After months of weakness, and the final weeks of being unable to even poop or pee on her own, we decided that it was time. My husband has had Bandit since he was in college. His brother first got her as a puppy while they were living together at Chico State. My brother-in-law finished school and left, and somehow Bandit became Gregg's dog. Over the years, she's touched many lives, and has been the first dog experience for many of us. And after having a dog like Bandit, it's hard to imagine any other dog measuring up. All of us thought she'd live forever because isn't that what perfect dogs do?
I met her relatively late in her life. And she kind of hated me at first. Well, not really, but she was definitely standoffish. I think she was jealous of Gregg's attention. It wasn't until I started running with her one summer that she decided that I might be all right. After one or two runs, she knew the drill. I'd reach for my tennis shoes and she'd already be waiting by the door. Sometimes, as evening approached, if I hadn't made a move for my shoes, she'd look at me expectantly. And every time we went out, without fail, she'd find the cleanest lawn that we could and plant a big old poop. I never learned to carry bags with me, and the two of us would be tearing ass after the poop happened, hoping no one had seen it. I have to admit that I didn't know much about responsible dog ownership in those days.
She was the dog that understood every word you told her, that would follow you to the ends of the earth if she loved you. She liked people just fine but didn't go out of her way to be nice. I remember one time, I was watching her for a week while I lived in San Diego. My roommate said that whenever I left for class, she'd hang out staring at the door until I came back. Once, my roommate tried to tempt her with a hot dog. Bandit was suspicious at first, finally went over to grab it, and then went right back to her position by the door.
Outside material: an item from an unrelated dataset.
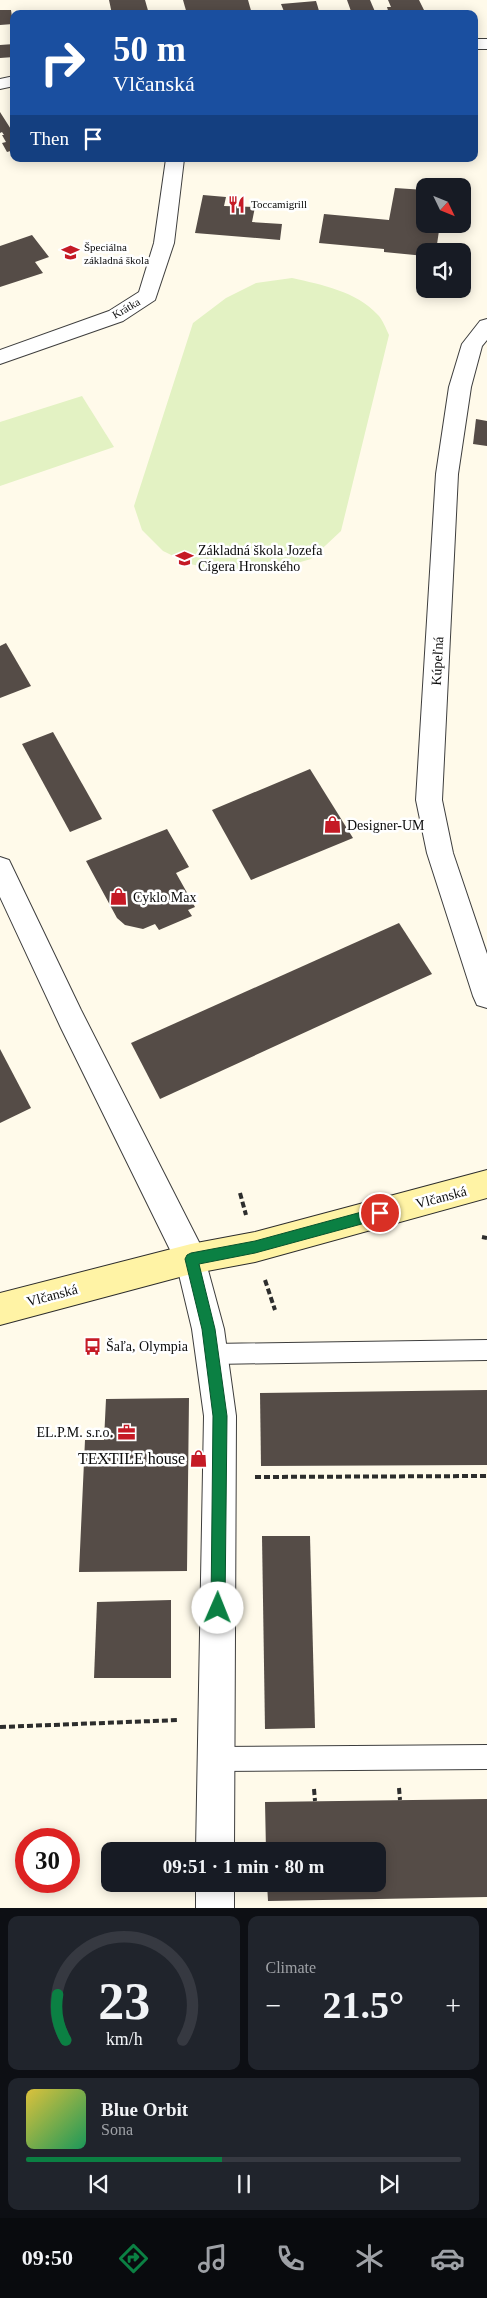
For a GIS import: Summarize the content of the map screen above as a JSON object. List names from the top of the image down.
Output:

On the day she died, we had the vet come to our house. Gregg had to make the final decision, of course, and I'm sorry to say that I pushed him towards it. It was hard for me to see her the way she was. She couldn't move on her own. She had a permanent spot on the rug in front of our back door, or just on the other side of that door if we wanted her outside. Sometimes we'd just leave her on the grass so that she could pee all over herself (because she wouldn't go while we held her up and we figured it was better she went on herself than not at all). By the end, she was getting daily baths, something I know she hated but she couldn't run away from them anymore. I couldn't keep seeing her like that, although for Gregg, I know it was hard to imagine not having her here. She didn't make it easy either -- a few days before the end, we suddenly saw her playing tug with Mia. There was a toy that she wanted and she clearly wasn't giving it up. Mia actually finally gave up. Until the end, she looked at us like she always did, like she knew what we were thinking and like she would live forever.
So I pushed, but when the day came, I had second thoughts too. Even as our local vet was calling to make sure "we were still on", our specialist was calling to discuss Bandit with us one last time. I swear, it was like we were waiting for a stay of execution order from the governor. But what she said - for me, at least - made it more clear that we were doing the right thing. Still, the whole thing sucked. The vet came with a tech and it was all over before we knew it. Before she showed up, Gregg and I stressed over getting a print of Bandit's paw with this Christmas ornament that we've had well, since Christmas, but had never gotten around to doing. We kept messing up the print and snapping at each other.
The only other thing I really remember clearly from it all is that right when they gave her a sedative to knock her out, it was like Bandit was already gone. And she had her tongue stuck to the linoleum. Seems so silly but Gregg and I actually kind of laughed a little because it was like it was stuck on there. And then that was it. Suddenly, the vet was telling us that it was over and they would give us a few minutes and wait outside.
The whole thing didn't quite feel real. It was hard for me to even cry. What's been worse is after. I keep wondering how long I'll be looking for Bandit by the back door. At first, I expected to see her there every time I walked into the kitchen. Now, it'll happen randomly, I'll look out the window and wonder where she is. A few weeks after it had happened, we went to Oregon to visit my family and saw a dog at the farmer's market that looked exactly like a younger version of Bandit. And both Gregg and I caught our breaths a little.
hogging the squeaky toys, of course |
on a hike at the ripe old age of 14 |
Always stylin' |
the younger version |
a rare moment of closeness (though really she just wanted the bed and figured Mia would move if she just plopped herself down on top of her) |
Anyway, may you rest in peace, Bandit. There's never going to be another dog like you, and things just haven't been the same since you left. Where ever you are now, I hope that there are lots of squeaky balls for you to tear up and rabbits for you to chase.